**WHAT IS NEEDED**
Beneath this task are records; print exactly the stretch of them from the line with "M1293,624L1329,640L1318,661L1282,645Z" through the line with "<!-- minor casing -->", both ends included.

**GIVEN RECORDS**
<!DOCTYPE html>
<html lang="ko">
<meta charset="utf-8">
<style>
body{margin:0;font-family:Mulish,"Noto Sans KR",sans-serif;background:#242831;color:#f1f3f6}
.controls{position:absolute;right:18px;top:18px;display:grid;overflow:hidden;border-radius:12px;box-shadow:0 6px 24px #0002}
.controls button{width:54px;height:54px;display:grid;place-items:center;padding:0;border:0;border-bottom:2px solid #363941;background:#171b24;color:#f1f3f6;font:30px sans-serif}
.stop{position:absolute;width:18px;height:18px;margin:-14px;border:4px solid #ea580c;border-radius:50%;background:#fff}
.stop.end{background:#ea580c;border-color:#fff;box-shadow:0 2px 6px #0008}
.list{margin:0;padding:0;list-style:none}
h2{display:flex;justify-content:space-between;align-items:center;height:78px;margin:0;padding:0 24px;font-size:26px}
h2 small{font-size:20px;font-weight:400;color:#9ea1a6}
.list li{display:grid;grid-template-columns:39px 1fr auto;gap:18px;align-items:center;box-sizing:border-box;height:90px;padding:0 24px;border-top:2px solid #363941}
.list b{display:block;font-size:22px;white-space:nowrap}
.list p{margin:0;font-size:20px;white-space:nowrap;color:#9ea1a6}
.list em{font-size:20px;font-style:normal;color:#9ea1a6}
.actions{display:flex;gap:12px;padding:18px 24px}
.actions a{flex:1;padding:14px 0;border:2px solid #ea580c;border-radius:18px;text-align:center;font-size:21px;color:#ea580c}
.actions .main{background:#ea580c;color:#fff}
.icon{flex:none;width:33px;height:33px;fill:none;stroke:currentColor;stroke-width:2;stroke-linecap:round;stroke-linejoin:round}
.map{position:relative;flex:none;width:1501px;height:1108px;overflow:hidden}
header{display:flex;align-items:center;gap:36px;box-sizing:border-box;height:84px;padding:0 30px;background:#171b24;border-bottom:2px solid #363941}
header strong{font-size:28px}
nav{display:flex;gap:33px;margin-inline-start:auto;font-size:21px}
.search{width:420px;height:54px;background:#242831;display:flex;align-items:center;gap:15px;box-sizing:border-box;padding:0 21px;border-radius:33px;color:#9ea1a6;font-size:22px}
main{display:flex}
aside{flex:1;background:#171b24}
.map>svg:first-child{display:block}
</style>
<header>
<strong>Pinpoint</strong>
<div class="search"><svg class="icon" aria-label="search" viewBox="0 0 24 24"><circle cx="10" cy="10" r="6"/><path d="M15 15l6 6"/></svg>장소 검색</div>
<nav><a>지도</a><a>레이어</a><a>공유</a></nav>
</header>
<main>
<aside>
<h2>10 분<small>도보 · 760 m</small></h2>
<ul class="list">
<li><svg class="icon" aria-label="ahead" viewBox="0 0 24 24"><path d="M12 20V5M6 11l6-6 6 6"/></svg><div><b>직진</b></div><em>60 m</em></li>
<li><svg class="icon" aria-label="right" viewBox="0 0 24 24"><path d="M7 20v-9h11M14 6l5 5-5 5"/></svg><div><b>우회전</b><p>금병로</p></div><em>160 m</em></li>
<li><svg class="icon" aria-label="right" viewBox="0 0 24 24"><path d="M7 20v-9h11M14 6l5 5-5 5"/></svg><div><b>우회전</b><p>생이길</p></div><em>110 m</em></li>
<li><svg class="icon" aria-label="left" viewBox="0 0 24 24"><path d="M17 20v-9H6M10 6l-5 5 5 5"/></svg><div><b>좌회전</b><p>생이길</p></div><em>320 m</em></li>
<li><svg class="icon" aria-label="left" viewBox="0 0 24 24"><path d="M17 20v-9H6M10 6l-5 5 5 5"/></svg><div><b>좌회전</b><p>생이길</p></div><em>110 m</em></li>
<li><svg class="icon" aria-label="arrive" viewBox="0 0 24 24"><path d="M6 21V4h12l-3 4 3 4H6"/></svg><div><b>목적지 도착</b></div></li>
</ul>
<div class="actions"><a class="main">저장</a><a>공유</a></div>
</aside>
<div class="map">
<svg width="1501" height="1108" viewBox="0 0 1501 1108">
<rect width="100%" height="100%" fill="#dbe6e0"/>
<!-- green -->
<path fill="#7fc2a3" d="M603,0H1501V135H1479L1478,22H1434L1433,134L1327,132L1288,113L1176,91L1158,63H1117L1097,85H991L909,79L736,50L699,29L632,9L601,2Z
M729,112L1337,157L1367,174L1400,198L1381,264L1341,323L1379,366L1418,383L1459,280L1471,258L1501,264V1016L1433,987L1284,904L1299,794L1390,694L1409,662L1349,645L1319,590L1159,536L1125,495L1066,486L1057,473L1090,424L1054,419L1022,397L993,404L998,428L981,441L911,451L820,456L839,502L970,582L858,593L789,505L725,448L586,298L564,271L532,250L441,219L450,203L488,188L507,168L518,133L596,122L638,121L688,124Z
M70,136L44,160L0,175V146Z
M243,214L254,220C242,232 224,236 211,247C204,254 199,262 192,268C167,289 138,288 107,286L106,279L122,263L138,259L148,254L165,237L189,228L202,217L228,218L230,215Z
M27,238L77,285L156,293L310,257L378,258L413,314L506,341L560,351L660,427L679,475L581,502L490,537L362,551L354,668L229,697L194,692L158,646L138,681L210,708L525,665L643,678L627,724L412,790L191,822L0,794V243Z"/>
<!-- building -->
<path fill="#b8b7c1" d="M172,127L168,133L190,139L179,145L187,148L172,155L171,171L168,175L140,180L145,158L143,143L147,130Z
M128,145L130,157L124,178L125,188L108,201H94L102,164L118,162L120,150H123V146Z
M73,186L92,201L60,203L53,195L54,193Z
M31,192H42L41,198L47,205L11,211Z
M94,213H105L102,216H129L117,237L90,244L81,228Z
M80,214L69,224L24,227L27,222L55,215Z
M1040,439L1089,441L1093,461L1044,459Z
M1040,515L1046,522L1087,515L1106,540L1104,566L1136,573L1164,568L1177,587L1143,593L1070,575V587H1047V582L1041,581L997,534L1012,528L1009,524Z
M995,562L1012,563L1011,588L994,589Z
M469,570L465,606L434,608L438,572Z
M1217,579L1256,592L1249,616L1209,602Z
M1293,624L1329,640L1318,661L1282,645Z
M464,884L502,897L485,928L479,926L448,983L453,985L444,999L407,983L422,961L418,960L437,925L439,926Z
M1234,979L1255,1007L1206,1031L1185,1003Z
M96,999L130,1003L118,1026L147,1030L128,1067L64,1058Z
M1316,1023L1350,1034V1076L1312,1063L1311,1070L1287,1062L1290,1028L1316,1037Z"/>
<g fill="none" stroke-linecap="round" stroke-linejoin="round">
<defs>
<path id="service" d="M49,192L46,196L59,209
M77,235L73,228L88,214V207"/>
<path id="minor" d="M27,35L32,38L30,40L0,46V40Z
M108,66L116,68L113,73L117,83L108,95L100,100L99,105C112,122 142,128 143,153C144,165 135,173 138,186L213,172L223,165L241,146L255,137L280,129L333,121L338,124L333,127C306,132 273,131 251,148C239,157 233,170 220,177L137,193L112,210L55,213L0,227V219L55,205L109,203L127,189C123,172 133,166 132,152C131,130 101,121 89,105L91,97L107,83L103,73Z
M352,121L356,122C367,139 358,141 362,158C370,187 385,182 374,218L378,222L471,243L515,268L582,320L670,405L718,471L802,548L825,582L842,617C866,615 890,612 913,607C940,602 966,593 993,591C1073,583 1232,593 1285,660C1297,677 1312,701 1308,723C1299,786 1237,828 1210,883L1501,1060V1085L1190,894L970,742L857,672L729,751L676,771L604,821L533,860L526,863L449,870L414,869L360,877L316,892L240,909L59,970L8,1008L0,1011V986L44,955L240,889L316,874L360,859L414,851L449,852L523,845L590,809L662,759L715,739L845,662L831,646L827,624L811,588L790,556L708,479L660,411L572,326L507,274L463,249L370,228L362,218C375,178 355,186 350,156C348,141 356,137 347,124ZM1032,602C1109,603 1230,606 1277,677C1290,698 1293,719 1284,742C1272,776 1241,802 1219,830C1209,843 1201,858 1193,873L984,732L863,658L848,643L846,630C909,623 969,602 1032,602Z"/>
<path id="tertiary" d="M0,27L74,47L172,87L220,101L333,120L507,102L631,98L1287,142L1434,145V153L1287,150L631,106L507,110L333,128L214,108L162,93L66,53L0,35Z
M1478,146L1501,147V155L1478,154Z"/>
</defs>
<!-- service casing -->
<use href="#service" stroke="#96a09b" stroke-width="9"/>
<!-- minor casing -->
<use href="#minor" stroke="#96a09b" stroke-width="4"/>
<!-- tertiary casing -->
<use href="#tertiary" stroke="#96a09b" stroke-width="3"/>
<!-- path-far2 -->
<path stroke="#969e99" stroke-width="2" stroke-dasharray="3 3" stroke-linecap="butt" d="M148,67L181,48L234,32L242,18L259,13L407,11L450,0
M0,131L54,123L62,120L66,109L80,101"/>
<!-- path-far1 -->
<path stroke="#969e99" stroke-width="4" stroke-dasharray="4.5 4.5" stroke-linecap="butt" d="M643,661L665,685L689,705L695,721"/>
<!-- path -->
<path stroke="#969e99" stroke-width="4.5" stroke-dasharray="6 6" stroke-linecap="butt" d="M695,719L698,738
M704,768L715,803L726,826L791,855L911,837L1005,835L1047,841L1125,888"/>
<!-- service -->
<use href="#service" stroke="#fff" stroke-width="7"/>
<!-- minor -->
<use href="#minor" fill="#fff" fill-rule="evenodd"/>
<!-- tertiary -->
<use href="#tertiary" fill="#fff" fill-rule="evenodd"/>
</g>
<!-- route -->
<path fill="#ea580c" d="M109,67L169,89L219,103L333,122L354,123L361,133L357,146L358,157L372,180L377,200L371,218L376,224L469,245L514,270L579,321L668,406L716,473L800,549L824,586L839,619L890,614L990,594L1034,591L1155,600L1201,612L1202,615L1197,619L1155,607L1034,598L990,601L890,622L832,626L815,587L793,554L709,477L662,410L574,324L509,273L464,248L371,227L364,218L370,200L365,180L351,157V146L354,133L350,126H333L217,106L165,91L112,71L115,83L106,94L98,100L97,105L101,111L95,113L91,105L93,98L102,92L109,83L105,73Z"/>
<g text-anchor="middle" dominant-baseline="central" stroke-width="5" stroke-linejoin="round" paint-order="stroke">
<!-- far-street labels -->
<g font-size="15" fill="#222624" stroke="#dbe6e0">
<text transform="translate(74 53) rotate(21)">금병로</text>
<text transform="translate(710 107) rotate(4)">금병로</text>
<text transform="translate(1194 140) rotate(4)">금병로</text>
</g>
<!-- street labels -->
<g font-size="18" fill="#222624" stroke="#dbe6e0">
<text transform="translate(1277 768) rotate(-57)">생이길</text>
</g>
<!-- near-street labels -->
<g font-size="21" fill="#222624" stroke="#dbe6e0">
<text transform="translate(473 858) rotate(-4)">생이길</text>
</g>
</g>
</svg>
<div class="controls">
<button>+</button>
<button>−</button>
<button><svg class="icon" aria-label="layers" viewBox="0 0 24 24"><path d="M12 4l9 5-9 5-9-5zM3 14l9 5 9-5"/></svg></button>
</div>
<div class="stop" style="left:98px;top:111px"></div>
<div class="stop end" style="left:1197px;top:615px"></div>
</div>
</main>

**RESULT BELOW**
M1293,624L1329,640L1318,661L1282,645Z
M464,884L502,897L485,928L479,926L448,983L453,985L444,999L407,983L422,961L418,960L437,925L439,926Z
M1234,979L1255,1007L1206,1031L1185,1003Z
M96,999L130,1003L118,1026L147,1030L128,1067L64,1058Z
M1316,1023L1350,1034V1076L1312,1063L1311,1070L1287,1062L1290,1028L1316,1037Z"/>
<g fill="none" stroke-linecap="round" stroke-linejoin="round">
<defs>
<path id="service" d="M49,192L46,196L59,209
M77,235L73,228L88,214V207"/>
<path id="minor" d="M27,35L32,38L30,40L0,46V40Z
M108,66L116,68L113,73L117,83L108,95L100,100L99,105C112,122 142,128 143,153C144,165 135,173 138,186L213,172L223,165L241,146L255,137L280,129L333,121L338,124L333,127C306,132 273,131 251,148C239,157 233,170 220,177L137,193L112,210L55,213L0,227V219L55,205L109,203L127,189C123,172 133,166 132,152C131,130 101,121 89,105L91,97L107,83L103,73Z
M352,121L356,122C367,139 358,141 362,158C370,187 385,182 374,218L378,222L471,243L515,268L582,320L670,405L718,471L802,548L825,582L842,617C866,615 890,612 913,607C940,602 966,593 993,591C1073,583 1232,593 1285,660C1297,677 1312,701 1308,723C1299,786 1237,828 1210,883L1501,1060V1085L1190,894L970,742L857,672L729,751L676,771L604,821L533,860L526,863L449,870L414,869L360,877L316,892L240,909L59,970L8,1008L0,1011V986L44,955L240,889L316,874L360,859L414,851L449,852L523,845L590,809L662,759L715,739L845,662L831,646L827,624L811,588L790,556L708,479L660,411L572,326L507,274L463,249L370,228L362,218C375,178 355,186 350,156C348,141 356,137 347,124ZM1032,602C1109,603 1230,606 1277,677C1290,698 1293,719 1284,742C1272,776 1241,802 1219,830C1209,843 1201,858 1193,873L984,732L863,658L848,643L846,630C909,623 969,602 1032,602Z"/>
<path id="tertiary" d="M0,27L74,47L172,87L220,101L333,120L507,102L631,98L1287,142L1434,145V153L1287,150L631,106L507,110L333,128L214,108L162,93L66,53L0,35Z
M1478,146L1501,147V155L1478,154Z"/>
</defs>
<!-- service casing -->
<use href="#service" stroke="#96a09b" stroke-width="9"/>
<!-- minor casing -->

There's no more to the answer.